Our family members were seated in the first two rows, waiting. Monsignor Weber, of Holy Trinity Church in Dallas, was at the altar, waiting. Finally, Wick said, “Shall we?” He took my arm and we walked down the very short aisle, and faced the priest for some readings from scripture and the exchange of our vows. We read an exquisite poem, “The Deer’s Cry” by St. Patrick. We kissed. And when we turned around as the priest announced, “ladies and gentlemen, Wick and Christine Allison” we were stunned to see the pews filled with some of our closest friends—who had crashed the wedding, flying in from all parts of the country to surprise us—along with dozens of unknown bystanders, mostly nosy older Irish women who just wanted to see what was going on.
It was a sublime, crisp-cold December day. We walked across the street to what was then the Helmsley Palace. We ordered extra champagne for the crashers, and we all toasted and reveled in the joy of surprise, the blood-rush of seeing the faces of everyone we loved in one room. Just knowing that we were members of this powerful tribe combined with the effects of two glasses of champagne assuaged our nerves.
But Wick and I are not social. Our plan, from the beginning, was to ditch our beloved family and friends. Outside the hotel a limousine was waiting to transport us to JFK so we could fly directly to Rome. On the flight, we sipped more champagne and, as planned, we used the time to address envelopes for our wedding announcements, which were ready for stuffing: “Buon Giorno from Roma!” We used a simple Gill Sans font in forest night green, printed on a beautiful pale cream stock.
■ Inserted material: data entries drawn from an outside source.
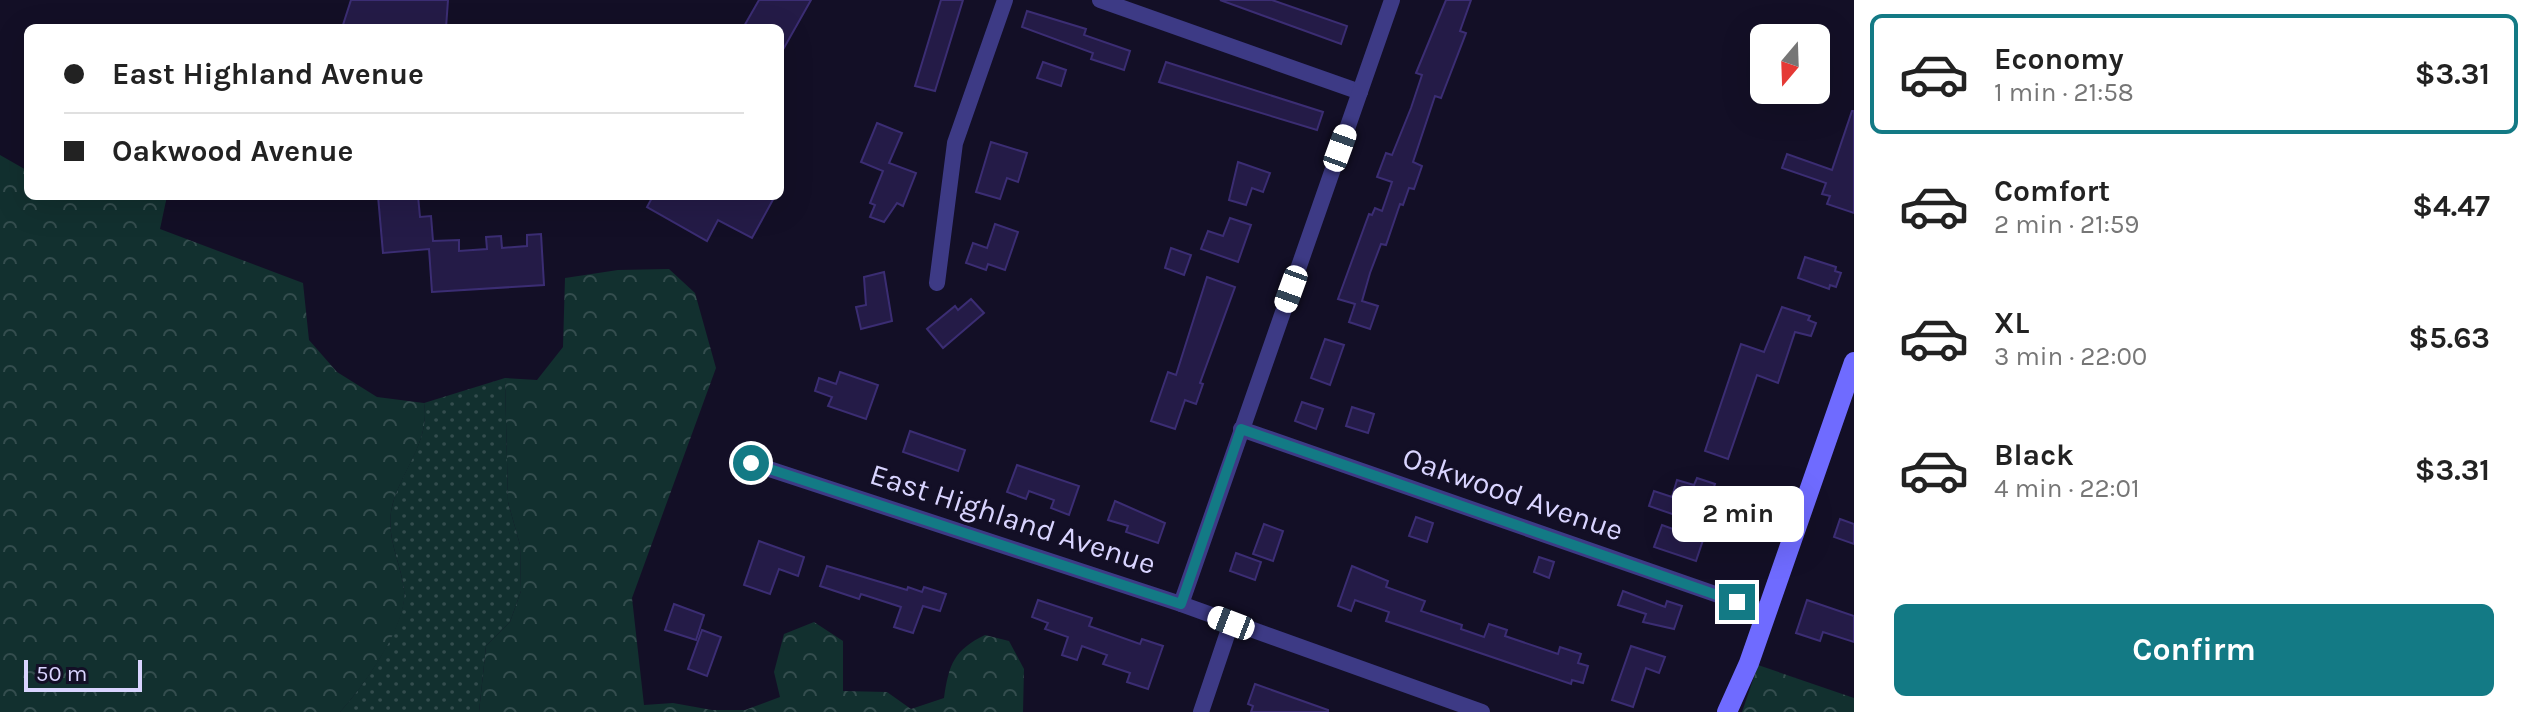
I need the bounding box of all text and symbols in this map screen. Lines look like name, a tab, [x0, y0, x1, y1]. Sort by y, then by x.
north arrow	[1750, 24, 1830, 104]
map controls	[1750, 24, 1830, 104]
icon: car	[1898, 38, 1970, 110]
text: Economy	[1994, 41, 2124, 77]
text: East Highland Avenue	[112, 56, 424, 92]
text: $3.31	[2415, 56, 2490, 92]
text: 1 min · 21:58	[1994, 77, 2134, 108]
car	[1321, 121, 1359, 175]
text: Oakwood Avenue	[112, 133, 354, 169]
icon: car	[1898, 170, 1970, 242]
text: Comfort	[1994, 173, 2110, 209]
text: $4.47	[2412, 188, 2490, 224]
text: 2 min · 21:59	[1994, 209, 2139, 240]
car	[1272, 262, 1310, 316]
icon: car	[1898, 302, 1970, 374]
text: XL	[1994, 305, 2029, 341]
text: $5.63	[2409, 320, 2490, 356]
text: 3 min · 22:00	[1994, 341, 2147, 372]
icon: car	[1898, 434, 1970, 506]
text: Black	[1994, 437, 2074, 473]
street label: Oakwood Avenue	[1398, 439, 1628, 549]
route start	[733, 445, 769, 481]
text: $3.31	[2415, 452, 2490, 488]
street label: East Highland Avenue	[866, 456, 1160, 582]
text: 4 min · 22:01	[1994, 473, 2140, 504]
callout: 2 min	[1671, 486, 1803, 542]
text: 2 min	[1702, 498, 1774, 529]
route end	[1719, 584, 1755, 620]
car	[1204, 603, 1258, 643]
button: Confirm	[1894, 604, 2494, 696]
scale bar	[24, 656, 142, 692]
text: 50 m	[36, 661, 87, 687]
The paprika, as Diana Vreeland would say, would be a gorgeous Roman stamp. Once we got settled in Rome, we went to the poste e Telecomunicazioni to select our stamps and mail our announcements, and whatever anxieties we had went with them. The wedding was over. Now it was just Wick and me again, which was something we did well.
The Catholic rites and announcements tradition would carry through the years. When each of our four daughters was born, they were baptized at St. Patrick’s Cathedral, and we used the same pale cream card stock and Gill Sans font to announce their births. Thirty-five years of marriage later, or on our darkest days, better described as 35-years-of-not-being-divorced, I can say that our traditions such as the identical announcement cards meant more than I knew at the time we created them. Constancy is fragile. And in the end, that is what marriage is about. No matter how you arrange it, no matter how you make it work, every tradition, every holiday, every family joke, and a transcendent unity of purpose keeps that vow, that insane and radical commitment, alive. At least that has been our mad formula. That, and our daughters and, I believe, God. It was a short walk up the aisle. But for me it has been the longest, most trying—and most beautiful—journey of my life.